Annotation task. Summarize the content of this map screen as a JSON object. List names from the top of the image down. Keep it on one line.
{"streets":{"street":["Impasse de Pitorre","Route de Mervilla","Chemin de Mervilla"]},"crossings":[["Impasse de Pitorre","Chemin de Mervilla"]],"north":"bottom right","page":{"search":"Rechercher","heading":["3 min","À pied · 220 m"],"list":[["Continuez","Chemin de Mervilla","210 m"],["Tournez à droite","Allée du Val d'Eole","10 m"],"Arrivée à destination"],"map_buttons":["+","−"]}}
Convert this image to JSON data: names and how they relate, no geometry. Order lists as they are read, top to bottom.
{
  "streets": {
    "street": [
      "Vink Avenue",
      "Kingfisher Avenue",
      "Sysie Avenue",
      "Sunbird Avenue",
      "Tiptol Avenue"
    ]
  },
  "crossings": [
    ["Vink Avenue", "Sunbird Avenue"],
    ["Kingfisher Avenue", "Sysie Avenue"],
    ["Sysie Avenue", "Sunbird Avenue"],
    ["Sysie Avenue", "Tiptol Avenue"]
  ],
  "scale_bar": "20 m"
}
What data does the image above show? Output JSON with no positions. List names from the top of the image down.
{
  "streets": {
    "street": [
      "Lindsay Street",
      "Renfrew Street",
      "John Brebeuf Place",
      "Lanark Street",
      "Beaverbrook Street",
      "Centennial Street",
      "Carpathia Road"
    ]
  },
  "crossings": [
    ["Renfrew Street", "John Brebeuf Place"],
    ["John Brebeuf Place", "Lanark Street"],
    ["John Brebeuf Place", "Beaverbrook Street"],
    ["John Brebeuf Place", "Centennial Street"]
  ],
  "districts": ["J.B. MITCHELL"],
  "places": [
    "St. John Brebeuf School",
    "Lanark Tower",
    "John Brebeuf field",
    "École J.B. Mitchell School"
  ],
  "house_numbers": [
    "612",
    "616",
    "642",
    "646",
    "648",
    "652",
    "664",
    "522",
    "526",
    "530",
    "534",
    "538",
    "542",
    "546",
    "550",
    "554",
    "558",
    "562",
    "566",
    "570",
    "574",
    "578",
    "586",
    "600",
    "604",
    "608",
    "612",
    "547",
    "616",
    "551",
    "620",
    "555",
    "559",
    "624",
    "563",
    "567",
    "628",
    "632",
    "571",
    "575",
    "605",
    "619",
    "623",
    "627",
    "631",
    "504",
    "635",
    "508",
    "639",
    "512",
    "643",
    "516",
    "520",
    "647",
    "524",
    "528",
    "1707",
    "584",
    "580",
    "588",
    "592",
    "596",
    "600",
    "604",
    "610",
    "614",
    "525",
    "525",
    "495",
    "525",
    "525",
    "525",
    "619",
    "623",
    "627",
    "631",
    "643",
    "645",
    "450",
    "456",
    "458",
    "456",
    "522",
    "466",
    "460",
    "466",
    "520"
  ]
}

==============================

Try it
Repeat all of the records exactly.

Response area
Annotation task. Summarize the content of this map screen as a JSON object. List names from the top of the image down. Keep it on one line.
{"streets":{"street":["Impasse de Pitorre","Route de Mervilla","Chemin de Mervilla"]},"crossings":[["Impasse de Pitorre","Chemin de Mervilla"]],"north":"bottom right","page":{"search":"Rechercher","heading":["3 min","À pied · 220 m"],"list":[["Continuez","Chemin de Mervilla","210 m"],["Tournez à droite","Allée du Val d'Eole","10 m"],"Arrivée à destination"],"map_buttons":["+","−"]}}
Convert this image to JSON data: names and how they relate, no geometry. Order lists as they are read, top to bottom.
{
  "streets": {
    "street": [
      "Vink Avenue",
      "Kingfisher Avenue",
      "Sysie Avenue",
      "Sunbird Avenue",
      "Tiptol Avenue"
    ]
  },
  "crossings": [
    ["Vink Avenue", "Sunbird Avenue"],
    ["Kingfisher Avenue", "Sysie Avenue"],
    ["Sysie Avenue", "Sunbird Avenue"],
    ["Sysie Avenue", "Tiptol Avenue"]
  ],
  "scale_bar": "20 m"
}
What data does the image above show? Output JSON with no positions. List names from the top of the image down.
{
  "streets": {
    "street": [
      "Lindsay Street",
      "Renfrew Street",
      "John Brebeuf Place",
      "Lanark Street",
      "Beaverbrook Street",
      "Centennial Street",
      "Carpathia Road"
    ]
  },
  "crossings": [
    ["Renfrew Street", "John Brebeuf Place"],
    ["John Brebeuf Place", "Lanark Street"],
    ["John Brebeuf Place", "Beaverbrook Street"],
    ["John Brebeuf Place", "Centennial Street"]
  ],
  "districts": ["J.B. MITCHELL"],
  "places": [
    "St. John Brebeuf School",
    "Lanark Tower",
    "John Brebeuf field",
    "École J.B. Mitchell School"
  ],
  "house_numbers": [
    "612",
    "616",
    "642",
    "646",
    "648",
    "652",
    "664",
    "522",
    "526",
    "530",
    "534",
    "538",
    "542",
    "546",
    "550",
    "554",
    "558",
    "562",
    "566",
    "570",
    "574",
    "578",
    "586",
    "600",
    "604",
    "608",
    "612",
    "547",
    "616",
    "551",
    "620",
    "555",
    "559",
    "624",
    "563",
    "567",
    "628",
    "632",
    "571",
    "575",
    "605",
    "619",
    "623",
    "627",
    "631",
    "504",
    "635",
    "508",
    "639",
    "512",
    "643",
    "516",
    "520",
    "647",
    "524",
    "528",
    "1707",
    "584",
    "580",
    "588",
    "592",
    "596",
    "600",
    "604",
    "610",
    "614",
    "525",
    "525",
    "495",
    "525",
    "525",
    "525",
    "619",
    "623",
    "627",
    "631",
    "643",
    "645",
    "450",
    "456",
    "458",
    "456",
    "522",
    "466",
    "460",
    "466",
    "520"
  ]
}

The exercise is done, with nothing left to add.